This time a week ago, Jody and I were on a train heading to London on our way to the Guardian Public Service Awards evening, happy to be attending a swanky awards ceremony (not something we NHS employees routinely do!) but never dreaming that the following day we’d be heading back again clutching the winning award for the digital and technology category!
Although the award is in the name of Airedale NHS Foundation Trust, the project is a joint venture between us and the British Stammering Association, and we were delighted that their Chair, Tim Fell, was able to join us at the ceremony. In fact, this project would never have seen the light of day if it weren’t for Tim, because the whole thing was his idea in the first place. He and Norbert, BSA’s Chief Executive, have been a tireless source of support and advice from day one.
The evening was fantastic fun and felt truly celebratory. There was such a lovely atmosphere, and it felt wonderful to be celebrating different successes from across the public sector, with people doing incredible work despite the difficult financial circumstances most public sector organisations find themselves in today. We felt privileged to be among them. The actor Sally Phillips was an excellent host and gave an entertainingly irreverent introduction.

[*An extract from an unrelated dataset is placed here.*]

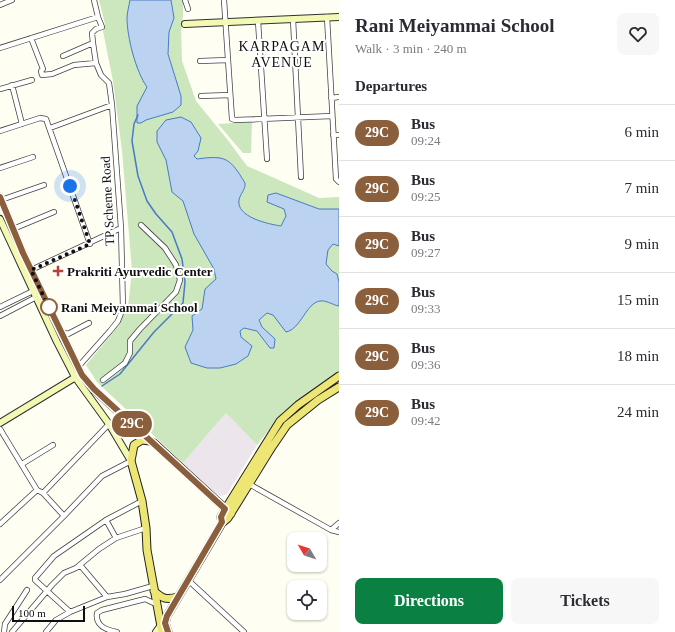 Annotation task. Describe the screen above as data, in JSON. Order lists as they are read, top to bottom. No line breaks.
{"streets":{"street":["TP Scheme Road"]},"districts":["KARPAGAM AVENUE"],"places":{"health":["Prakriti Ayurvedic Center"],"other":["Rani Meiyammai School"]},"lines":["bus line 29C"],"scale_bar":"100 m","north":"top left","page":{"on_map":"29C","heading":[["Rani Meiyammai School","Walk · 3 min · 240 m"],"Departures"],"list":[{"mark":"29C","name":"Bus","note":"09:24","value":"6 min"},{"mark":"29C","name":"Bus","note":"09:25","value":"7 min"},{"mark":"29C","name":"Bus","note":"09:27","value":"9 min"},{"mark":"29C","name":"Bus","note":"09:33","value":"15 min"},{"mark":"29C","name":"Bus","note":"09:36","value":"18 min"},{"mark":"29C","name":"Bus","note":"09:42","value":"24 min"}],"buttons":["Directions","Tickets"],"scale":"100 m"}}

Since our category was announced quite early on, we then had the rest of the evening to relax and enjoy the free food and wine – I think it’s fair to say some of us were somewhat giddy by the end of the evening; not mentioning any names… It’s probably a good job that we weren’t required to make an Oscars-style acceptance speech!
This award is testament to the hard work from everyone in the project team. While it’s great that the award has helped to raise the profile of the project, what’s even more important is that it’s provided an opportunity to raise awareness and increase understanding of stammering among a wider audience.
I am so grateful to all of our participants, and continue to be astounded by their bravery and resourcefulness in managing their stammer, sometimes within an environment where stammering is little understood at best, and seen as something to poke fun at at worst. Hopefully this award will help to get the word out that there is help out there, and that stammering does not need to limit people’s lives.